(Dataset records)

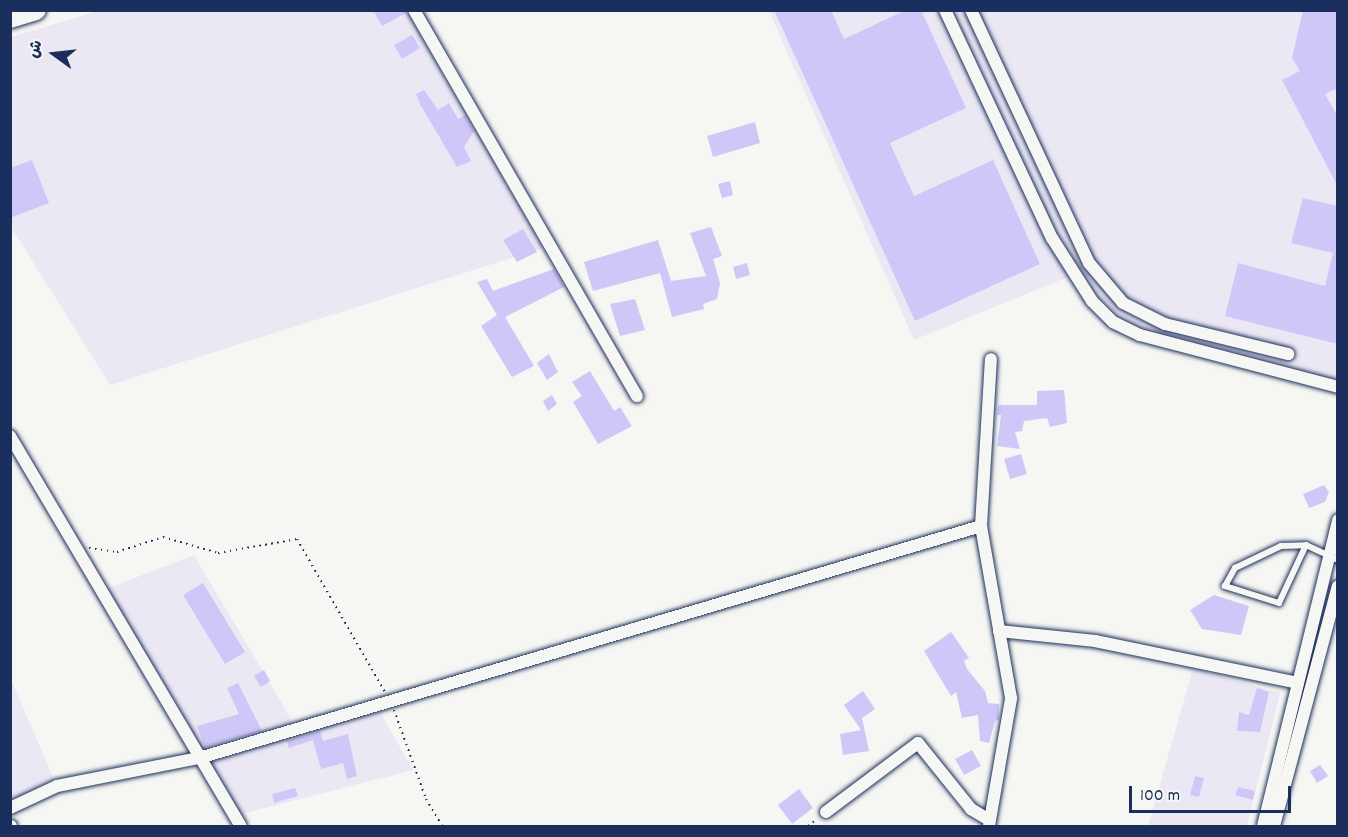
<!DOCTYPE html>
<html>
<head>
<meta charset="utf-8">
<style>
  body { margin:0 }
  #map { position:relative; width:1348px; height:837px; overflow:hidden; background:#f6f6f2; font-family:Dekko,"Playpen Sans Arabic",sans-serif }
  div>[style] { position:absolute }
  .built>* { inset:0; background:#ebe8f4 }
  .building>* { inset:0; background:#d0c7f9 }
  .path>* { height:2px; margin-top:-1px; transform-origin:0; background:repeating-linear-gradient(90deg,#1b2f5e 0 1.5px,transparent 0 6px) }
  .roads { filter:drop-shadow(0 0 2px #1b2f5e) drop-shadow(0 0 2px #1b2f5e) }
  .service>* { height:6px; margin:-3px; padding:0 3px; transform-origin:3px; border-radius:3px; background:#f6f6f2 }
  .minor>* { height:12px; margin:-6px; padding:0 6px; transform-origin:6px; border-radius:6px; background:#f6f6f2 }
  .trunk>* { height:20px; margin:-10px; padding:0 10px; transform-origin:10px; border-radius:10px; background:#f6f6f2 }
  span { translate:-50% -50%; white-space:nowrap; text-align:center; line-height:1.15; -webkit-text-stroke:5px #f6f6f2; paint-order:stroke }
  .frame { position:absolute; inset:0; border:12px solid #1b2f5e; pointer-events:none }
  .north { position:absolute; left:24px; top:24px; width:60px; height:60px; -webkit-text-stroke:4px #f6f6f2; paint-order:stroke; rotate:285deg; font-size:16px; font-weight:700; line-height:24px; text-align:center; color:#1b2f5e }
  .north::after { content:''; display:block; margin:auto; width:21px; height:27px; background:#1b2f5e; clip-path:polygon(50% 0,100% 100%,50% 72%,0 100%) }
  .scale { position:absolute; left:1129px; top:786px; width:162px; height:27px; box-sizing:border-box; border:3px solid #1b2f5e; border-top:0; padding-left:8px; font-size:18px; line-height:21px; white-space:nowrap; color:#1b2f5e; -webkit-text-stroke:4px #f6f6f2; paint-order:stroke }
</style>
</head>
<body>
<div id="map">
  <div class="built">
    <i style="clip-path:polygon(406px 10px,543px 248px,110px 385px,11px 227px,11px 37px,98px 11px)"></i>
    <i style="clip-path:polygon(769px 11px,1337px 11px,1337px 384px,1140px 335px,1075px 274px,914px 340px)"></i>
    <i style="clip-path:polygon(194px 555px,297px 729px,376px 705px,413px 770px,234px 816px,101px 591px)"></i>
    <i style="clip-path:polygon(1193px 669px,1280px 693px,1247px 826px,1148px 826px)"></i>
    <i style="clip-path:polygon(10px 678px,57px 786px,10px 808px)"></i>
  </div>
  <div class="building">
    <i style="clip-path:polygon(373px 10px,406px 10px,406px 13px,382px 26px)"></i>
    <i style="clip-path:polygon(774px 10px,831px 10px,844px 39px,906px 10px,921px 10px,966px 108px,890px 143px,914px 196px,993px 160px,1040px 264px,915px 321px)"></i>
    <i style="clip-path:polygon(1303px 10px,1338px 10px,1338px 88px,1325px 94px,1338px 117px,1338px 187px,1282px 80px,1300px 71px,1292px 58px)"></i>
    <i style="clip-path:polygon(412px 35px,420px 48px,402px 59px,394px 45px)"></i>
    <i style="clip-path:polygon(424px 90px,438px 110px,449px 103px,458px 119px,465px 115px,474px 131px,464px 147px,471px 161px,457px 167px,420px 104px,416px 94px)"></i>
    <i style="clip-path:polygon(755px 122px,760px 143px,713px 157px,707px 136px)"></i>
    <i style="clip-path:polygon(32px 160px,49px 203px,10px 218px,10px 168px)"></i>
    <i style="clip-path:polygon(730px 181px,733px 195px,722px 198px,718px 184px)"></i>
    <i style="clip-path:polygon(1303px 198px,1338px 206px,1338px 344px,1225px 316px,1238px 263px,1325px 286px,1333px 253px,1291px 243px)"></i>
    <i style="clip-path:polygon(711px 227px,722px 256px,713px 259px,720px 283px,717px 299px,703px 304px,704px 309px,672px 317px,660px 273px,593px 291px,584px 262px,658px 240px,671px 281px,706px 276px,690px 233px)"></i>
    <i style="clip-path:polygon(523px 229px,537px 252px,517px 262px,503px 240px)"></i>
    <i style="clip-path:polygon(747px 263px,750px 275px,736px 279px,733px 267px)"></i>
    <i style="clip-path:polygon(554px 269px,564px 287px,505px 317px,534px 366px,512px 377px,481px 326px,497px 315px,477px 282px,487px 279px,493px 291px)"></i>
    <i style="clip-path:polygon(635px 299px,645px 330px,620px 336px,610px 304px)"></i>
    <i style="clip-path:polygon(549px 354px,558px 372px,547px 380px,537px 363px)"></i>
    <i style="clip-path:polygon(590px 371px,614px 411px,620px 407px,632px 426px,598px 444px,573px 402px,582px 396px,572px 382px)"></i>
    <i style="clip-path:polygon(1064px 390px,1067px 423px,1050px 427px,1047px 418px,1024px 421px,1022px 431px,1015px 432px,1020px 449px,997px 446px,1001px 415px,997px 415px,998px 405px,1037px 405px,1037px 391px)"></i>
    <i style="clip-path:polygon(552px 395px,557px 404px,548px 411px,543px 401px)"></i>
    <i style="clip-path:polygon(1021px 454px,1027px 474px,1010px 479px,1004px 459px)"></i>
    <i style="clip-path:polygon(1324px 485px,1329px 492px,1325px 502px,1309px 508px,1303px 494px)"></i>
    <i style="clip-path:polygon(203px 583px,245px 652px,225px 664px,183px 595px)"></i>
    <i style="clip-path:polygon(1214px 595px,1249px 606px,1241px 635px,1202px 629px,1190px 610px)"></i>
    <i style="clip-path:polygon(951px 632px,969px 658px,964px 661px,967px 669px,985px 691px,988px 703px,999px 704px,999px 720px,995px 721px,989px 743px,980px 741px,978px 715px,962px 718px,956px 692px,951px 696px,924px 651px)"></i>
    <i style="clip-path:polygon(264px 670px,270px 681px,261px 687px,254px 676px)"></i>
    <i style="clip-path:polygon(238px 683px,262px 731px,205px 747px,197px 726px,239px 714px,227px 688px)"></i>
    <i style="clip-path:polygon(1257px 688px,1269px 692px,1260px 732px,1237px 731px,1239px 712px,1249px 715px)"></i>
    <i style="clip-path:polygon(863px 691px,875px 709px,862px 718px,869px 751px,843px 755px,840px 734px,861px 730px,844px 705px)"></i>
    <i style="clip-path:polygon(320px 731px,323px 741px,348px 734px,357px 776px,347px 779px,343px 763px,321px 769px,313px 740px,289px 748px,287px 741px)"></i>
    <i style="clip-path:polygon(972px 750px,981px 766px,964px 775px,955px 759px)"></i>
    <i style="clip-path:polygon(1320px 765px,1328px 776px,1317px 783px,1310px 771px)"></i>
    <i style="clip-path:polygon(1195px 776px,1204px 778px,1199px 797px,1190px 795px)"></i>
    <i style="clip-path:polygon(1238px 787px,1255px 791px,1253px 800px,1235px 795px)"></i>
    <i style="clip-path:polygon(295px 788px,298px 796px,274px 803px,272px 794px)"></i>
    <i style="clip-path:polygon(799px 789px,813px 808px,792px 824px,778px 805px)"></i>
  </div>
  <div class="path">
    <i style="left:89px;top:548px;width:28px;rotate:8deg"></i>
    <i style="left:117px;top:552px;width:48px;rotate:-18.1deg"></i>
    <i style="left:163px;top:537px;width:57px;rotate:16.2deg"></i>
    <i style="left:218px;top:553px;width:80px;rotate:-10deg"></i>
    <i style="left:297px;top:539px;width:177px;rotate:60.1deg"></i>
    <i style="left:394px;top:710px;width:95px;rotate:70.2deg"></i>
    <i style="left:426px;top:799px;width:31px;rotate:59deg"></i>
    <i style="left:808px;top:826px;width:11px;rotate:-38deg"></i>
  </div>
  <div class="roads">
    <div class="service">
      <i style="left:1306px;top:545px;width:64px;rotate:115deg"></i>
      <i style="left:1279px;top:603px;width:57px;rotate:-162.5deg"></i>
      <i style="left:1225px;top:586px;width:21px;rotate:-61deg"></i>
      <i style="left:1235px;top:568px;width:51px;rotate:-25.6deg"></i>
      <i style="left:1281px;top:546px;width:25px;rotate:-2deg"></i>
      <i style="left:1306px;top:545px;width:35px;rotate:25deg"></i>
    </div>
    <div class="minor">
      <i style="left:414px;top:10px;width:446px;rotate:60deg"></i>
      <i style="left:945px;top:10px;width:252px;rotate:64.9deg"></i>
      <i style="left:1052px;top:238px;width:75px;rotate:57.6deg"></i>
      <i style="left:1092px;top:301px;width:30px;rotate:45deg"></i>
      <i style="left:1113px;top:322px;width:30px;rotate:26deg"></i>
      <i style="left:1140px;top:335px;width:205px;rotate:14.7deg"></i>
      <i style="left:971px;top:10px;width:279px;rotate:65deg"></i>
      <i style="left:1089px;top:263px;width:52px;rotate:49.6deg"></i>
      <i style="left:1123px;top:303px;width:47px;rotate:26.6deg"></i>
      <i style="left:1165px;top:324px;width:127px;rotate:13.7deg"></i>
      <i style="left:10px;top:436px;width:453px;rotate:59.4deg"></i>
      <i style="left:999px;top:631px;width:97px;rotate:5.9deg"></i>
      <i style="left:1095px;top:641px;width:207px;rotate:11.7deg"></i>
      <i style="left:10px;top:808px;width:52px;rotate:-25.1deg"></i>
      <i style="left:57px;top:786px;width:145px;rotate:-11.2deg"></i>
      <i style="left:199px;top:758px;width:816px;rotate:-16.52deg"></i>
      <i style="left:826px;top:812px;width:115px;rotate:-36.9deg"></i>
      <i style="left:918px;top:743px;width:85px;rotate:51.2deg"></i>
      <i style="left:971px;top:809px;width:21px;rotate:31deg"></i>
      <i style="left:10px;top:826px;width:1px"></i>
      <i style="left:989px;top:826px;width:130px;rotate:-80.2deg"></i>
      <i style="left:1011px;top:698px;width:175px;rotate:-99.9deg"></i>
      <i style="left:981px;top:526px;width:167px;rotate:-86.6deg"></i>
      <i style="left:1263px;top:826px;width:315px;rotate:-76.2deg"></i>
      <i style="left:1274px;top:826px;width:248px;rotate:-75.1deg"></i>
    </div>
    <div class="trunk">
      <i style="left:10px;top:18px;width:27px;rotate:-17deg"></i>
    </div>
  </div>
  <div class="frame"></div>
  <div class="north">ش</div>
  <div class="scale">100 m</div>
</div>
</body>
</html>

PROBLEM TO SOLVE: Among the lines of the data above, find those with the word "service" and show them.

RESULT OF THIS EXERCISE:
  .service>* { height:6px; margin:-3px; padding:0 3px; transform-origin:3px; border-radius:3px; background:#f6f6f2 }
    <div class="service">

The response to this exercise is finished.